# Isaac Rai CIS 678 
## Bayes Classifier

In [2]:
#importing all the important packages
import pandas as pd   
import copy as copy
import numpy as np

### Learn - Estimate Class Probability 

In [3]:
#Reading in the data frame and renaming columns
df = df = pd.read_table('fishing.data', sep = " ", header = None)
df = df.rename(columns={ 0:'Fish', 1:'Wind', 2:'Air', 3:'Water', 4:'Sky'})
df.head()

Unnamed: 0,Fish,Wind,Air,Water,Sky
0,Yes,Strong,WarmAir,Warm,Sunny
1,No,Weak,WarmAir,Warm,Sunny
2,Yes,Strong,WarmAir,Warm,Cloudy
3,Yes,Strong,WarmAir,Moderate,Rainy
4,No,Strong,ColdAir,Cold,Rainy


In [4]:
#Inputs: Data - Pandas Data Frame , Class - a String of the name of the class column
#Outputs: A dictonary with the name of each class and its prior probability 
#This function is designed to be robust, and should work with classes of any size
def ClassEstimate(Data, Class):
    Total = 0
    ClassDict = {}
    #Getting class names
    ClassNames = Data[Class].unique()
    #Getting class size for loop
    ClassSize = len(Data[Class].unique())
    #Getting the values of class
    ClassValues = Data[Class].value_counts()
    #Getting the total number of observations
    for i in range(0, ClassSize):
        Total = Total + ClassValues[i]
    #Getting proportion of class members to the toal in loop
    for i in range(0, ClassSize):
        ClassDict[ClassNames[i]] = ClassValues[i]/Total
    #Returning dictionary of the class values and their respective prob.
    return ClassDict

ClassEstimate(df,'Fish')

{'Yes': 0.5714285714285714, 'No': 0.42857142857142855}

The code above contains my function for calculating the probability of each class occuring in a data set.

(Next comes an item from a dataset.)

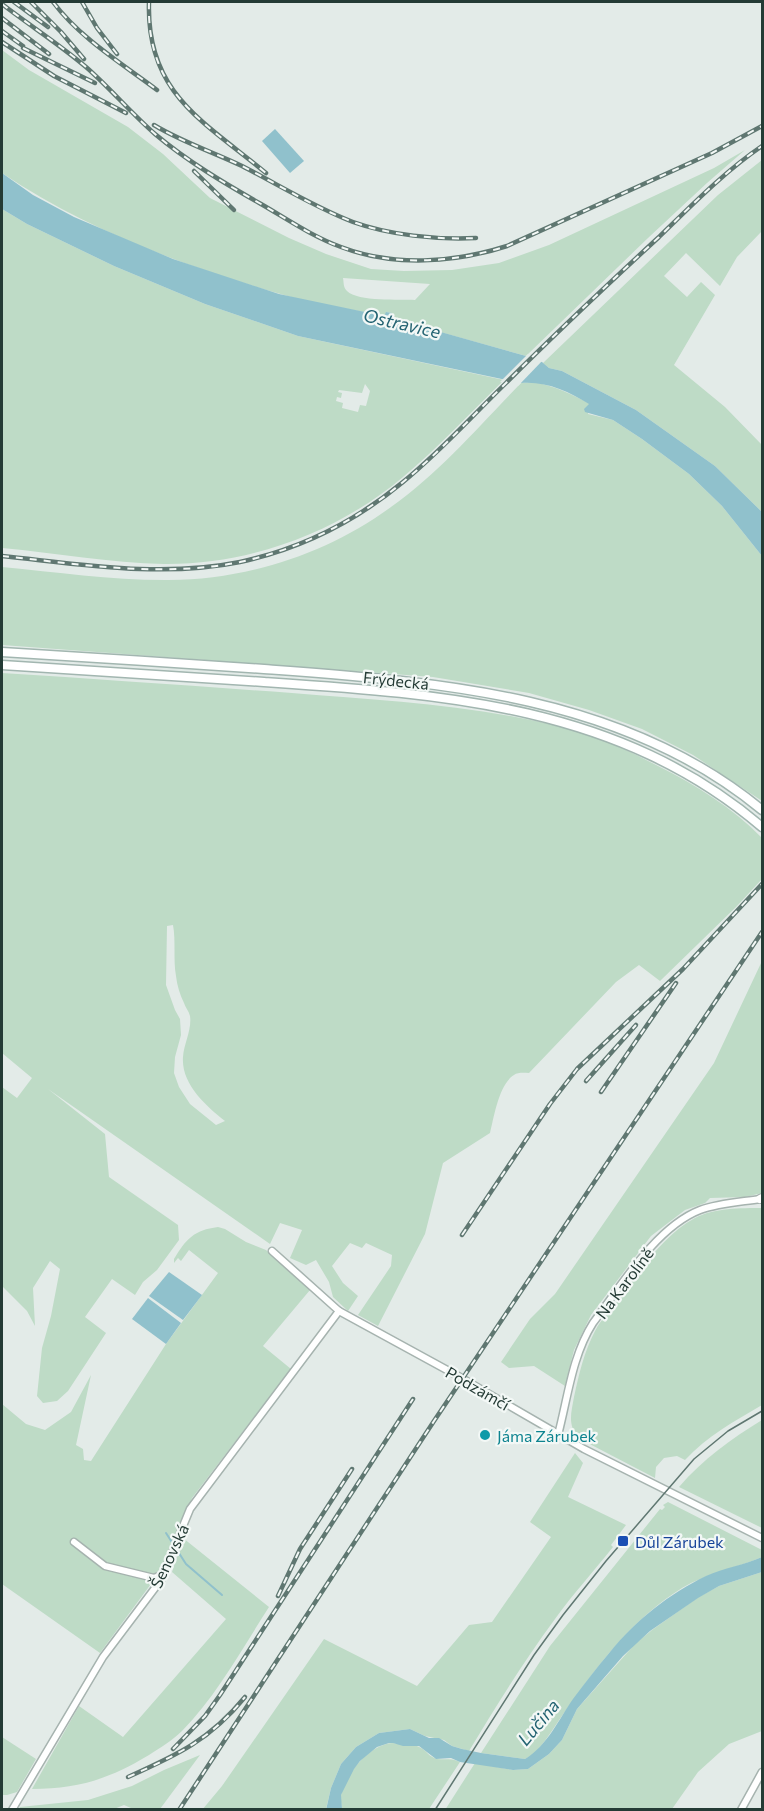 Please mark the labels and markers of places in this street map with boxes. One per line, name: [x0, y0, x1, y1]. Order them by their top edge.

I designed the function to be robust so that it can handle classes of any size, and from any dataset. As long as the data is in 
a Pandas dataframe the function can get the class names and probabilites from the specified class column. I tested
the function using the fishing data, and it came up with the same answer we got in class. The output of the function
is a dictionary that has key value pairs of each of the class names and its' corresponding probability. 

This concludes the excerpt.